- _Work to complete_
Present the count of lines in the entries below that hold "length", and present nothing else.

Dataset entries
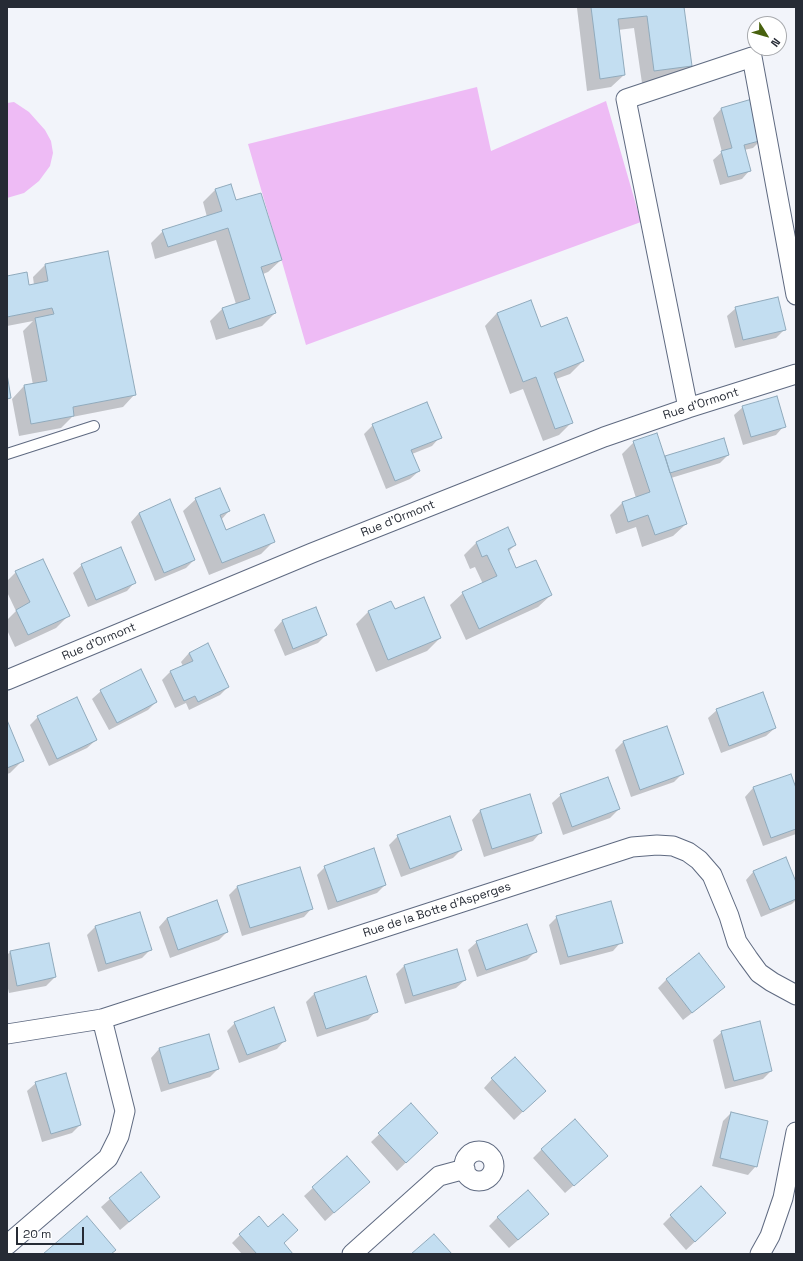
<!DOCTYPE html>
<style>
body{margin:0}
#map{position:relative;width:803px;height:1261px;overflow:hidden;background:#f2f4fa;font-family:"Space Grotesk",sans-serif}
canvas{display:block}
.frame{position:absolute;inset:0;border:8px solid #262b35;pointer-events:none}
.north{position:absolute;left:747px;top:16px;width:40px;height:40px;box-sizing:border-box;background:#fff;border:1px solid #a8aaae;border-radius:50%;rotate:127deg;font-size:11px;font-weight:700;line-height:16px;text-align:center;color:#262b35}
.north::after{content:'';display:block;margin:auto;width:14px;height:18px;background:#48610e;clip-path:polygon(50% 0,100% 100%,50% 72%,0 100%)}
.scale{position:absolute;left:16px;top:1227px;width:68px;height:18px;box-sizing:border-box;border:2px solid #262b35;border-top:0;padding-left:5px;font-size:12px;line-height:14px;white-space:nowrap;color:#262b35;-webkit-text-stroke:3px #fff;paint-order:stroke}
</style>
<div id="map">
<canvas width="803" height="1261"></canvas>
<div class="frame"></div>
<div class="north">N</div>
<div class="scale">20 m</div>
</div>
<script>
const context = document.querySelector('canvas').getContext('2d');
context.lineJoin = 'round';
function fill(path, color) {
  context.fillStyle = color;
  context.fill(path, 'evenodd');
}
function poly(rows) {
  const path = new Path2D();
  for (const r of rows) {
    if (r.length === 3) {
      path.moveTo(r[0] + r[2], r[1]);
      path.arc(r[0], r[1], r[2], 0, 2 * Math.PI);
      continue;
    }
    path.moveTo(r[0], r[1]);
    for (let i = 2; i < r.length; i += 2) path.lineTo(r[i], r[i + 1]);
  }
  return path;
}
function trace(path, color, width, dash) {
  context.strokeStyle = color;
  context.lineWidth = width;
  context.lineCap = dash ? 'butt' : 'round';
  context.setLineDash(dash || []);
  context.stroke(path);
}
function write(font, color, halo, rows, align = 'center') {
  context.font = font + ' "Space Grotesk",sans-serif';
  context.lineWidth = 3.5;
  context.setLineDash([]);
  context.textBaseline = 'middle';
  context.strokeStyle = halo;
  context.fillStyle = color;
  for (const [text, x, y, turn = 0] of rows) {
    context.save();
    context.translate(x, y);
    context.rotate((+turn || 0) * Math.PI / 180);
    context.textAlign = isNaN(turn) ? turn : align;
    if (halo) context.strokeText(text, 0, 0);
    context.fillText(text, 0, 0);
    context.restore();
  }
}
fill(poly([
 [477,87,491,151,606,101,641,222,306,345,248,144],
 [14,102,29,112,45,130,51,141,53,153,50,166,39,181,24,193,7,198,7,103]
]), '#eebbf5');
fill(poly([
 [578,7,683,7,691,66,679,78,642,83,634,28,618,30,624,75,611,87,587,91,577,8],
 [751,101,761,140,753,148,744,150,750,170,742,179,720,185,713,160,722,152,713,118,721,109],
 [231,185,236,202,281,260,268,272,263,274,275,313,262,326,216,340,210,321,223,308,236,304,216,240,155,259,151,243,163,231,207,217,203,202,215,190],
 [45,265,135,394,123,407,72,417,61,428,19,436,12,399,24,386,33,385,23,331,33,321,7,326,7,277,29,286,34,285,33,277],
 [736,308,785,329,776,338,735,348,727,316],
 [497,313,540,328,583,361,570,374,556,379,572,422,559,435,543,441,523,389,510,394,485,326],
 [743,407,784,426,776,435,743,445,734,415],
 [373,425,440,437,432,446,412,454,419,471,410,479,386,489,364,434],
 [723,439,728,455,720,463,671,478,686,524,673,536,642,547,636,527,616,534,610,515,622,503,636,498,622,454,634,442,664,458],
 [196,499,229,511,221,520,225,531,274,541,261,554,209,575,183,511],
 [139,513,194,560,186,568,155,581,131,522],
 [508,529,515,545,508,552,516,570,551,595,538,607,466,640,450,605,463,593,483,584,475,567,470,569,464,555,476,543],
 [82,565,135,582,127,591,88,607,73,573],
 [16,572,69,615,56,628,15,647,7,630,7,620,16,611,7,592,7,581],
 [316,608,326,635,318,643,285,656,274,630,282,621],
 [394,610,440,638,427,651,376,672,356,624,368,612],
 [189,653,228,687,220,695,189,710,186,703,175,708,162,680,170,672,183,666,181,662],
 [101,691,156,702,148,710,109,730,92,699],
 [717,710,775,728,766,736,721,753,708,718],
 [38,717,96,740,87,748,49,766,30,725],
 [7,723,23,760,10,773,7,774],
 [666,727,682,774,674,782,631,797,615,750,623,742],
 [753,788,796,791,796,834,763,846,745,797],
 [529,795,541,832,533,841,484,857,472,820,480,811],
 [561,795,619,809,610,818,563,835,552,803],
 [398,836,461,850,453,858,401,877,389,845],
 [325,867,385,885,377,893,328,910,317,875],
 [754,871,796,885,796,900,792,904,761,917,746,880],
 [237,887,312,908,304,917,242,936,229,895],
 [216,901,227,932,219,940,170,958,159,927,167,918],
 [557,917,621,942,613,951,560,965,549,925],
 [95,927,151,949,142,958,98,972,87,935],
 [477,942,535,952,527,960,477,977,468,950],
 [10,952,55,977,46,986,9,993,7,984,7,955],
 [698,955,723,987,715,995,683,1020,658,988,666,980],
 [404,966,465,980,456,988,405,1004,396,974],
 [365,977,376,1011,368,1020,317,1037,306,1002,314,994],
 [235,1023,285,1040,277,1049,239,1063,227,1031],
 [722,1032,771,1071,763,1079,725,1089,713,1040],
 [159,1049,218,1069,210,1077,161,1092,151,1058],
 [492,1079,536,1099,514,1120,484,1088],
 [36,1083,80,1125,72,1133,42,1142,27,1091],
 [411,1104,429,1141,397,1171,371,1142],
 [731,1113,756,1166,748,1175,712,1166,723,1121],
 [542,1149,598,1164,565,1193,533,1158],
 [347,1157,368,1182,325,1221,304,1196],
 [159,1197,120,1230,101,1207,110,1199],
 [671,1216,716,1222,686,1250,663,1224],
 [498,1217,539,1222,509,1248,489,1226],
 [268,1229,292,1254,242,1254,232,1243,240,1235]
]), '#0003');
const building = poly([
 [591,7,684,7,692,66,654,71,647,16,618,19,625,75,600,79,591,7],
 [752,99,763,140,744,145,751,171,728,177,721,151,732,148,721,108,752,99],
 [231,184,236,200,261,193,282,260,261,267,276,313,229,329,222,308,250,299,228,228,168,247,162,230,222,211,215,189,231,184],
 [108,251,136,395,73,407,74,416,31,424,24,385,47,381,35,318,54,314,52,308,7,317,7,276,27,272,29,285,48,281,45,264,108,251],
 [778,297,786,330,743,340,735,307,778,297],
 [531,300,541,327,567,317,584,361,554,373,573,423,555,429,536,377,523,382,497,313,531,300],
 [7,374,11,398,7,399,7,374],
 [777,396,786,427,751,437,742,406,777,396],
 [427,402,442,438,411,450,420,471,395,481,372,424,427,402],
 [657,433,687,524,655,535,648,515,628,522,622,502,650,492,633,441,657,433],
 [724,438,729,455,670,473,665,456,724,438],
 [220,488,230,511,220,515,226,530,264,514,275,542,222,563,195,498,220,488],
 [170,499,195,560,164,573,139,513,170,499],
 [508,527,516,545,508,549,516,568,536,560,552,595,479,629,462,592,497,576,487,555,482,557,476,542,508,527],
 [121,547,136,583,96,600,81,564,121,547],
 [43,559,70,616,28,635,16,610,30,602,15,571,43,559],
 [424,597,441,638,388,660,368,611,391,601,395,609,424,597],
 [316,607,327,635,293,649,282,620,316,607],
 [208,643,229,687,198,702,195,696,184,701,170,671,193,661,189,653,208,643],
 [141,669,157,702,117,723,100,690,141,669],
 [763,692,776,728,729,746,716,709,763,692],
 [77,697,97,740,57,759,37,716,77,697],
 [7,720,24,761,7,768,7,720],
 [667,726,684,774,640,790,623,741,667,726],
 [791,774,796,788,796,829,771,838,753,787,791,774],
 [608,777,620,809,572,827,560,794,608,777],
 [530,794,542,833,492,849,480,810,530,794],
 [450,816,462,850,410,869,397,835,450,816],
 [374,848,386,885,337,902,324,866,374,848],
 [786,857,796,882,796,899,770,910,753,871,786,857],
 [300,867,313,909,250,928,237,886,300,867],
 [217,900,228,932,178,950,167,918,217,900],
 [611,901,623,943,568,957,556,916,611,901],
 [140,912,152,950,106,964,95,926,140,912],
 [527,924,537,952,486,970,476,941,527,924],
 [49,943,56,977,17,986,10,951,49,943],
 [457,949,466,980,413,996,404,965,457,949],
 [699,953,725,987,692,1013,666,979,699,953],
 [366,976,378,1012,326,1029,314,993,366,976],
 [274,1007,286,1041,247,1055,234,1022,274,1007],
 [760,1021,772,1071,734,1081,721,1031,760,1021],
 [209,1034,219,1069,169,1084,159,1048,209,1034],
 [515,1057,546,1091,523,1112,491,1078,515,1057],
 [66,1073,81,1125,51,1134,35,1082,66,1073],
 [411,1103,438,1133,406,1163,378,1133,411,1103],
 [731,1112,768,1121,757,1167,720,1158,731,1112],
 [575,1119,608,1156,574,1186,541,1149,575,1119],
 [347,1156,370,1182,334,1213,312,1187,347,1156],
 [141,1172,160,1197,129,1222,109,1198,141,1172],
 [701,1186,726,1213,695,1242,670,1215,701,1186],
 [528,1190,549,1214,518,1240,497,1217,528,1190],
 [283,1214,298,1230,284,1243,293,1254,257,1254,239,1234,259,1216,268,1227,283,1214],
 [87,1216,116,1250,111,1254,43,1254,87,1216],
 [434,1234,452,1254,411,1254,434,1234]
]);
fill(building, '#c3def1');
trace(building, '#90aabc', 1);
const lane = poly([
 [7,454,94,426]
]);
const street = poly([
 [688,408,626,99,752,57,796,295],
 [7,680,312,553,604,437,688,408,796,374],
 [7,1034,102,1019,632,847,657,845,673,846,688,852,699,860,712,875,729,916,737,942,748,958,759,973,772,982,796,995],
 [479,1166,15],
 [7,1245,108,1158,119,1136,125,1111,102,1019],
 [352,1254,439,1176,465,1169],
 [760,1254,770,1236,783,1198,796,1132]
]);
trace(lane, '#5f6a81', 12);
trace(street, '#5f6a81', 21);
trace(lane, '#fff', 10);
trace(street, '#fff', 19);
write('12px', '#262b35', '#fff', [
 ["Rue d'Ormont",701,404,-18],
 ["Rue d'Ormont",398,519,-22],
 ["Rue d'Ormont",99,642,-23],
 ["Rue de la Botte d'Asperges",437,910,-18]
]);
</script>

- _Final answer_
2